Half-a-dozen years later he became discouraged at his inability to maintain the popularity which he had tasted earlier in his career as a novelist; and he persuaded himself that he might win a wider audience as a writer of plays than as a writer of novels. He asserted more than once that he was persuaded to playmaking by the patent fact that it was more immediately remunerative than story-telling; but this assertion seems to be the result of a certain self-deception, as one of his letters, written to his brother in 1891, proves that he was convinced of his richer endowment for the drama than for prose-fiction:
The strange thing is that I have always known this (the drama) was my more characteristic form.... As for the form itself its honor and inspiration are its difficulty. If it were easy to write a good play I couldn’t and wouldn’t think of it; but it is in fact damnably hard.
A little later, in a letter to Stevenson, he wrote that he was finding that the dramatic form opened out before him “as if there were a kingdom to conquer.... I feel as if I had at last found my form—my real one—that for which pale fiction is an ineffectual substitute.”

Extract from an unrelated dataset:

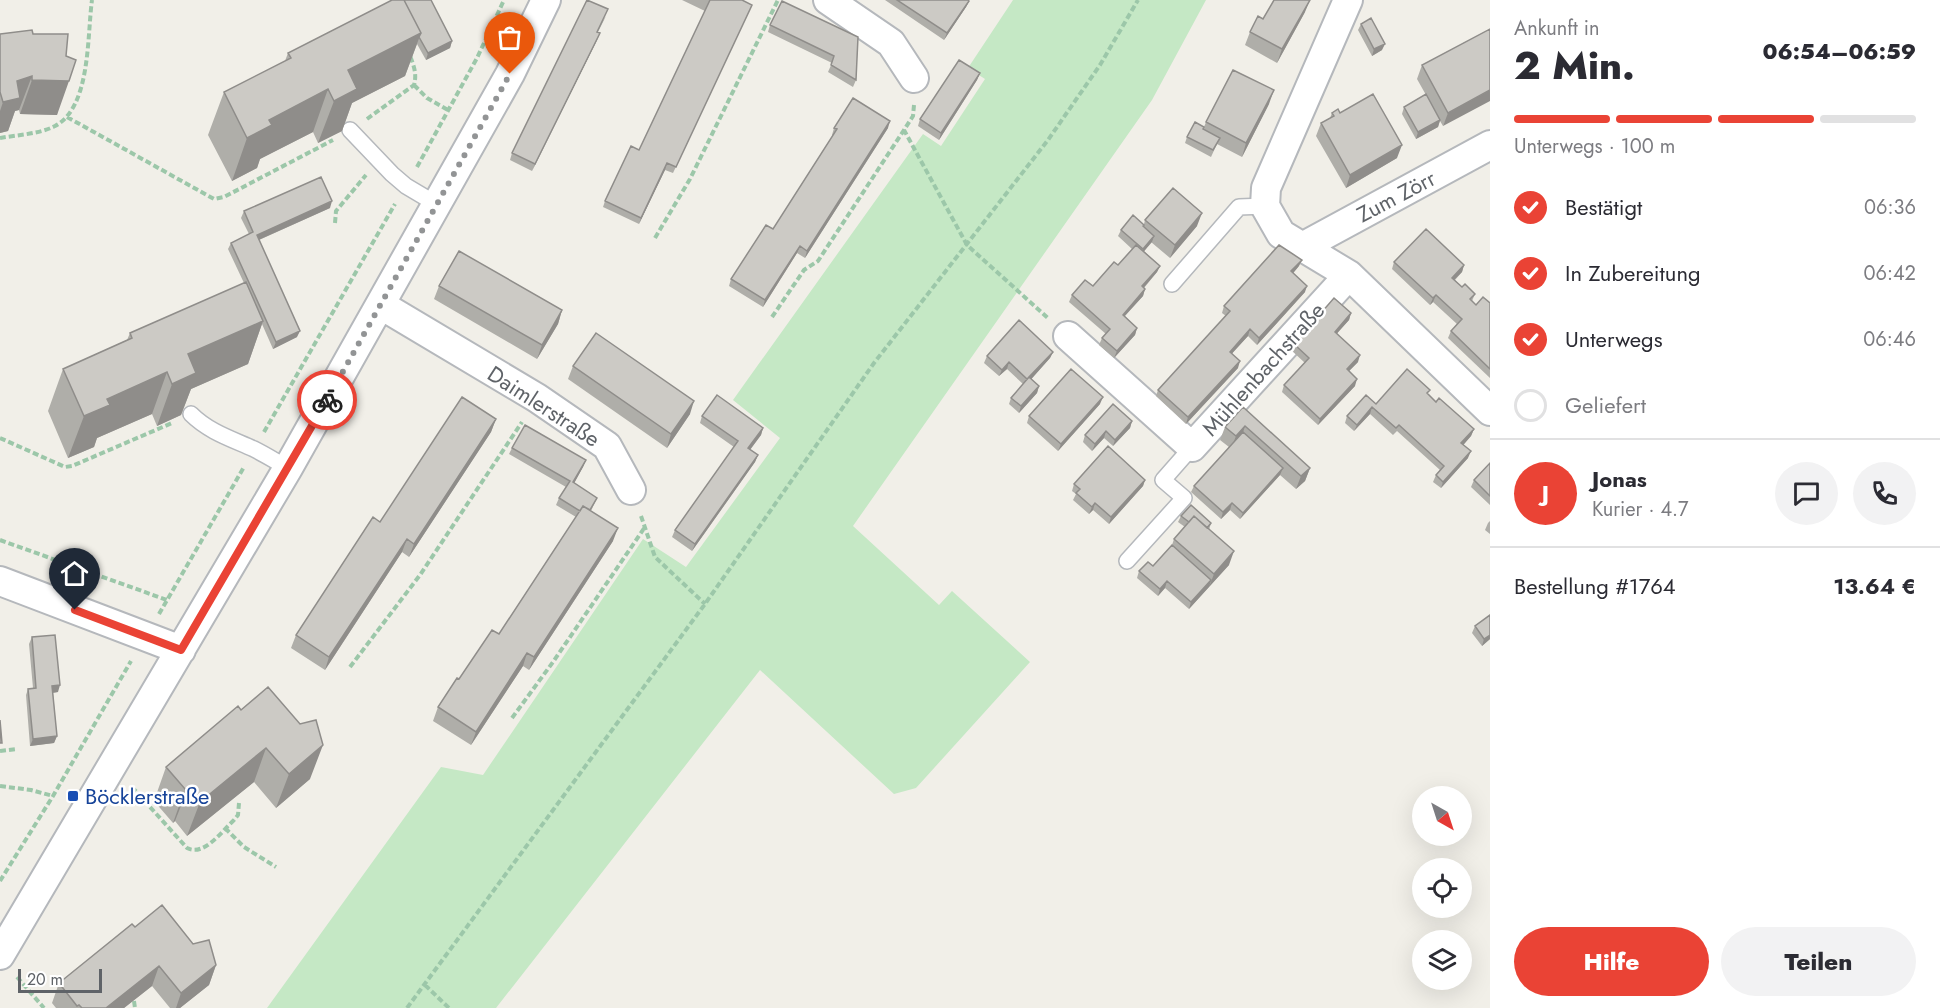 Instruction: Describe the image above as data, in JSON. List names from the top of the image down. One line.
{"streets":{"street":["Zum Zörr","Mühlenbachstraße","Daimlerstraße"]},"places":{"transit":["Böcklerstraße"]},"scale_bar":"20 m","north":"bottom right","page":{"heading":["2 Min.","Ankunft in","06:54–06:59"],"panel":["Jonas","Kurier · 4.7","Bestellung #1764","13.64 €"],"bar":"Unterwegs · 100 m","list":[["Bestätigt","06:36"],["In Zubereitung","06:42"],["Unterwegs","06:46"],"Geliefert"],"round":"J","buttons":["Hilfe","Teilen"],"scale":"20 m"}}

When he turned to the theater he was not exploring an unknown country. He had been a constant playgoer, ever inquisitive about all manifestations of the twin arts of the stage, the histrionic and the dramaturgic. Whenever he was in Paris he sat night after night absorbing the best that the Comédie-Française could give him; and Sunday he profited by the sane solidity of the dramatic criticisms of Francisque Sarcey, from whom few of the secrets of the art of the stage were hidden. As early as 1878 he had written to his brother: “My inspection of the French theater will fructify. I have thoroly mastered Dumas, Augier and Sardou; and I know all they know and a great deal more besides.” And in another letter (also to his brother) in 1895, he dwelt on the double difficulty of the novelist who turns dramatist, the question of method and the question of subject:
If he is really in earnest, as I have been, he surmounts the former difficulty before he surmounts the latter. I have worked like a horse—far harder than any one will ever know—over the whole stiff mystery of technic. I have run it to earth, and I don’t in the least hesitate to say that, for the comparatively poor and meager, the piteously simplified, purposes of the English stage, I have made it absolutely my own, put it in my pocket.